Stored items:
════════════════════

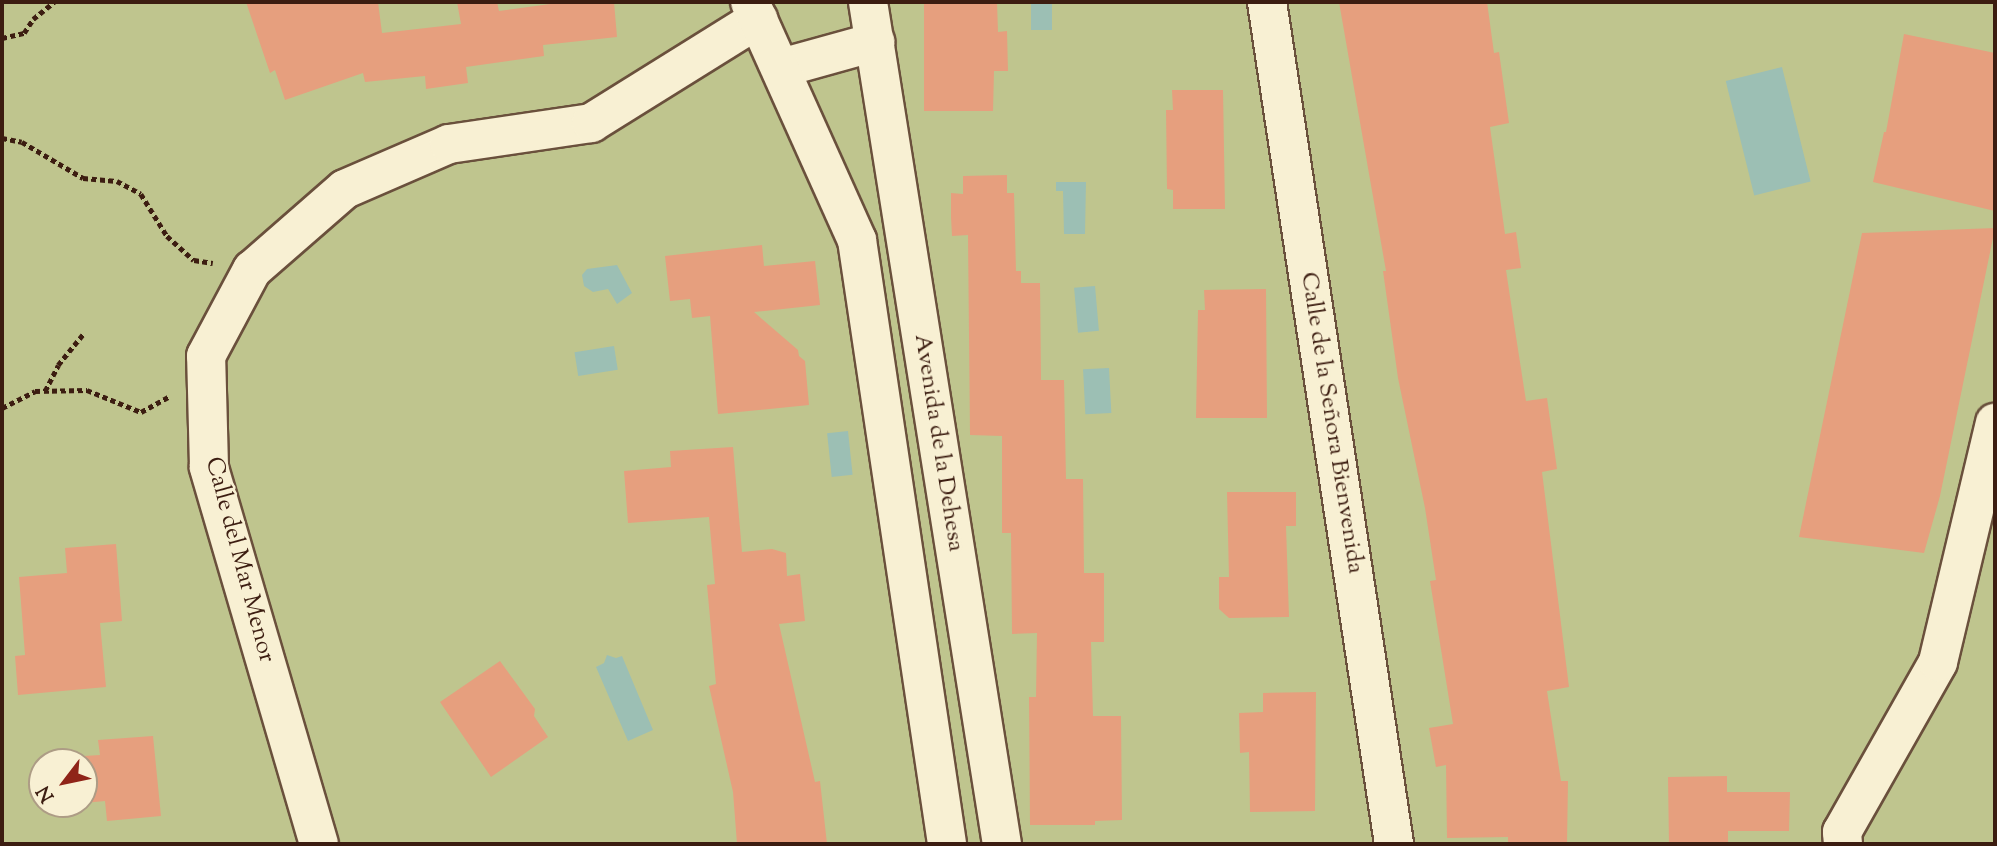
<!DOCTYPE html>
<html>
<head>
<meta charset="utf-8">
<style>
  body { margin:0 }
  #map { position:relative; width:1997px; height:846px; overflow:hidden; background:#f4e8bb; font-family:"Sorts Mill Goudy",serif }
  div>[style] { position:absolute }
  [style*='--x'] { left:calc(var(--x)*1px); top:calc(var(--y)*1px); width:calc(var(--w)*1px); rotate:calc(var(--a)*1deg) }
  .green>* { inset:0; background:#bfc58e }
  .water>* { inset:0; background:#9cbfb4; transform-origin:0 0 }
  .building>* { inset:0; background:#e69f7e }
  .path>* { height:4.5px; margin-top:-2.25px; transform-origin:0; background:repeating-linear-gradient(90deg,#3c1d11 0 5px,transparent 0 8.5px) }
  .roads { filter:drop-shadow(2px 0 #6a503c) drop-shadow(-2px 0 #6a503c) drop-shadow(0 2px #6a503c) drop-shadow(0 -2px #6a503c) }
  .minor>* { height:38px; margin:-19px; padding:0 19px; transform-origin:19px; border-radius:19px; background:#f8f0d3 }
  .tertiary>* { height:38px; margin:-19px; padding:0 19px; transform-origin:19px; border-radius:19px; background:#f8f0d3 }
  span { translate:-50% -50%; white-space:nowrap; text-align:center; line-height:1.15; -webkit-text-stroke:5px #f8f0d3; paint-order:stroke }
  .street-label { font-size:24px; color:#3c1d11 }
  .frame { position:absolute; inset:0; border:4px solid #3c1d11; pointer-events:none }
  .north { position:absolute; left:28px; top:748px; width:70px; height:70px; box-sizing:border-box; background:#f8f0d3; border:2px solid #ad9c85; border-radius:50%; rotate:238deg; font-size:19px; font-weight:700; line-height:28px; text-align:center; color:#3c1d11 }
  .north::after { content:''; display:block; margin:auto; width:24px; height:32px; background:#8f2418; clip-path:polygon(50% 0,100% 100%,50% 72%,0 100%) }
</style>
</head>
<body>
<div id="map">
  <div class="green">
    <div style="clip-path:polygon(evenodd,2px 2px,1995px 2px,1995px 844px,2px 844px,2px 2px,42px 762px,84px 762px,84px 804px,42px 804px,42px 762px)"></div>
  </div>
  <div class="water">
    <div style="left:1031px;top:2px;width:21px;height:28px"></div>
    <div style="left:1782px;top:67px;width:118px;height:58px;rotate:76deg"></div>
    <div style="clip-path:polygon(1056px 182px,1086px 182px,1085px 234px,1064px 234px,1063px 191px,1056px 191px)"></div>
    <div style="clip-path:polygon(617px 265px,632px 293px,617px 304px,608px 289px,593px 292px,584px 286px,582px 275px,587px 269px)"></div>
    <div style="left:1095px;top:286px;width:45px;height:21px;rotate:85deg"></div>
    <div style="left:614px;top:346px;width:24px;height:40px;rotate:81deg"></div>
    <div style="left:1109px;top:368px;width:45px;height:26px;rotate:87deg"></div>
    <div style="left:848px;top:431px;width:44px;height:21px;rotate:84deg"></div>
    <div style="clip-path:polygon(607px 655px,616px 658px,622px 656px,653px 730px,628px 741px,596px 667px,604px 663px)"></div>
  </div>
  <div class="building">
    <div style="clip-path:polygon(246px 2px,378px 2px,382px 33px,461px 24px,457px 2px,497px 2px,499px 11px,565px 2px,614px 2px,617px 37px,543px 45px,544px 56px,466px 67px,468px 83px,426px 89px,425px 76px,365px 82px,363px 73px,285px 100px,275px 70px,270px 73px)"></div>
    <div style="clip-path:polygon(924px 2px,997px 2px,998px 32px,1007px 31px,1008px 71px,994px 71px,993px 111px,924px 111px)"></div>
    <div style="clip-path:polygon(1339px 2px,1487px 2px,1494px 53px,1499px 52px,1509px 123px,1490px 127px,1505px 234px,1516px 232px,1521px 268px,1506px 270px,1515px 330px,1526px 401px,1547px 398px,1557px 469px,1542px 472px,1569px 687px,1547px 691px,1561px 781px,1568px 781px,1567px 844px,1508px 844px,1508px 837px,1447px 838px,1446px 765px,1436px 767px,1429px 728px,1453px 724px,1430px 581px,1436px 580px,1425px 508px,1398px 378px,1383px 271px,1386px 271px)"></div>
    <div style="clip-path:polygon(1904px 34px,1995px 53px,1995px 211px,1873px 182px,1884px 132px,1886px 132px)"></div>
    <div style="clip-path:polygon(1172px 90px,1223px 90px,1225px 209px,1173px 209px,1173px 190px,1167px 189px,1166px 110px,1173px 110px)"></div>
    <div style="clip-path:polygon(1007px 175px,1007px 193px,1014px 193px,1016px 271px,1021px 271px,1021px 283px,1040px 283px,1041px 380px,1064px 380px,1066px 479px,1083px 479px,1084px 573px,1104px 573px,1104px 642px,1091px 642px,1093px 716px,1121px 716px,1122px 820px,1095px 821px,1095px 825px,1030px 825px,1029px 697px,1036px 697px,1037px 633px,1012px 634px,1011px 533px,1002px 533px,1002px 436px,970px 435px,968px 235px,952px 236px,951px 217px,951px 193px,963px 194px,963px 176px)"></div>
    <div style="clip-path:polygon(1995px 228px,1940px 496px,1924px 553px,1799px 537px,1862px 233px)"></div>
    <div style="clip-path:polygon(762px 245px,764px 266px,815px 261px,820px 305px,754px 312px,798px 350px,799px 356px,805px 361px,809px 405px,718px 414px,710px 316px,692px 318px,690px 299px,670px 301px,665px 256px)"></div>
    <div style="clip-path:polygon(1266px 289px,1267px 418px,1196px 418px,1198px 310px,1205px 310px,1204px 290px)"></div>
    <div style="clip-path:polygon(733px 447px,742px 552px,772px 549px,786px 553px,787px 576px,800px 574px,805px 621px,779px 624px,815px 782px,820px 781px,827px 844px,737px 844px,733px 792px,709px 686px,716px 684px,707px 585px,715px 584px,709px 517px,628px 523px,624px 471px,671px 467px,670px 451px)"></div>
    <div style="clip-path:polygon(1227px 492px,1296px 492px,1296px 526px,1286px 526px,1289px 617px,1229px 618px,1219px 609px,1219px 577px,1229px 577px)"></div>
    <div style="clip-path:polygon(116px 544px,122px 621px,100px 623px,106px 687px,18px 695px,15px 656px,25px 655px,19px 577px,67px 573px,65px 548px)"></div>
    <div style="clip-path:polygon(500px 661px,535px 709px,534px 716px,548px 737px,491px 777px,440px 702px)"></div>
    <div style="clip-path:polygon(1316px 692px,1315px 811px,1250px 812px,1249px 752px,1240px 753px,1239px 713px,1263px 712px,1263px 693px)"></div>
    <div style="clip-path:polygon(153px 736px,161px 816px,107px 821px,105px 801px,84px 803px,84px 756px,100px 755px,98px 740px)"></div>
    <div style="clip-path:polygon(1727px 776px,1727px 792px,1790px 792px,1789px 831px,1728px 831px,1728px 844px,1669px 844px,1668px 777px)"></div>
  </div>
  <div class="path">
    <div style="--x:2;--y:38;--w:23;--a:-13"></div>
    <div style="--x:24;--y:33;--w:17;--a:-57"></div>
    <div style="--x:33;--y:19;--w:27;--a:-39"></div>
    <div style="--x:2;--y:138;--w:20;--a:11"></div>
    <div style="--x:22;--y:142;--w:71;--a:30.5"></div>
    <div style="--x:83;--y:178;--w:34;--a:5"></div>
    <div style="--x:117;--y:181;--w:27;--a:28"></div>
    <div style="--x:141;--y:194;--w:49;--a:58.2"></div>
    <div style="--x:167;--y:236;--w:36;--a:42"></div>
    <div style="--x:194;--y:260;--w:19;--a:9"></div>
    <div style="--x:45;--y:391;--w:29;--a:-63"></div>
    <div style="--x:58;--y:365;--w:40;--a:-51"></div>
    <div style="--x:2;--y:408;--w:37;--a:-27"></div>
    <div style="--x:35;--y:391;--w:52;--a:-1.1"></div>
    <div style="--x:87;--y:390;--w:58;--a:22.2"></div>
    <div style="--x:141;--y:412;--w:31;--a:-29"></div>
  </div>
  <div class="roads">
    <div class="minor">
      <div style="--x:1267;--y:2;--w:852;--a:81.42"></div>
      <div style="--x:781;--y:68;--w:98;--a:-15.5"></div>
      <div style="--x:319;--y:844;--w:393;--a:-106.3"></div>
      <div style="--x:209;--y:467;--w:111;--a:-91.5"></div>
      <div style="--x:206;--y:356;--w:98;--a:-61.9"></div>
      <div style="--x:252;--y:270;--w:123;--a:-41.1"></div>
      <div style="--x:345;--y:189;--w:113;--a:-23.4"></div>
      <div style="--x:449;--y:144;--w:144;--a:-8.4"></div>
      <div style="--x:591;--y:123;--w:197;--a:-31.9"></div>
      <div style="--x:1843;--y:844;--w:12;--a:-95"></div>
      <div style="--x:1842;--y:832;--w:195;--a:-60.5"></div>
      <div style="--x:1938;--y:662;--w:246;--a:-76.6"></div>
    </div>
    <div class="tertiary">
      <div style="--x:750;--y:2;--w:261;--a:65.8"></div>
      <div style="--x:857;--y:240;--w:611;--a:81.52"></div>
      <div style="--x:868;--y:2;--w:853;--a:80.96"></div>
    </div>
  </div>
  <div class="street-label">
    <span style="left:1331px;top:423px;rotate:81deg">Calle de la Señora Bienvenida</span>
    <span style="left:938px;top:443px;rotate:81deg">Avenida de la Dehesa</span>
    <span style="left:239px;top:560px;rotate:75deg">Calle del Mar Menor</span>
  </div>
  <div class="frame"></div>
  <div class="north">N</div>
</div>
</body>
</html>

════════════════════

[About this task]
Pictures are to be dropped; the lines from the start of the entries above through the line with "inset:0; background:#9cbfb4; transform-origin:0" are to be given again verbatim.

[Exercise response]
<!DOCTYPE html>
<html>
<head>
<meta charset="utf-8">
<style>
  body { margin:0 }
  #map { position:relative; width:1997px; height:846px; overflow:hidden; background:#f4e8bb; font-family:"Sorts Mill Goudy",serif }
  div>[style] { position:absolute }
  [style*='--x'] { left:calc(var(--x)*1px); top:calc(var(--y)*1px); width:calc(var(--w)*1px); rotate:calc(var(--a)*1deg) }
  .green>* { inset:0; background:#bfc58e }
  .water>* { inset:0; background:#9cbfb4; transform-origin:0 0 }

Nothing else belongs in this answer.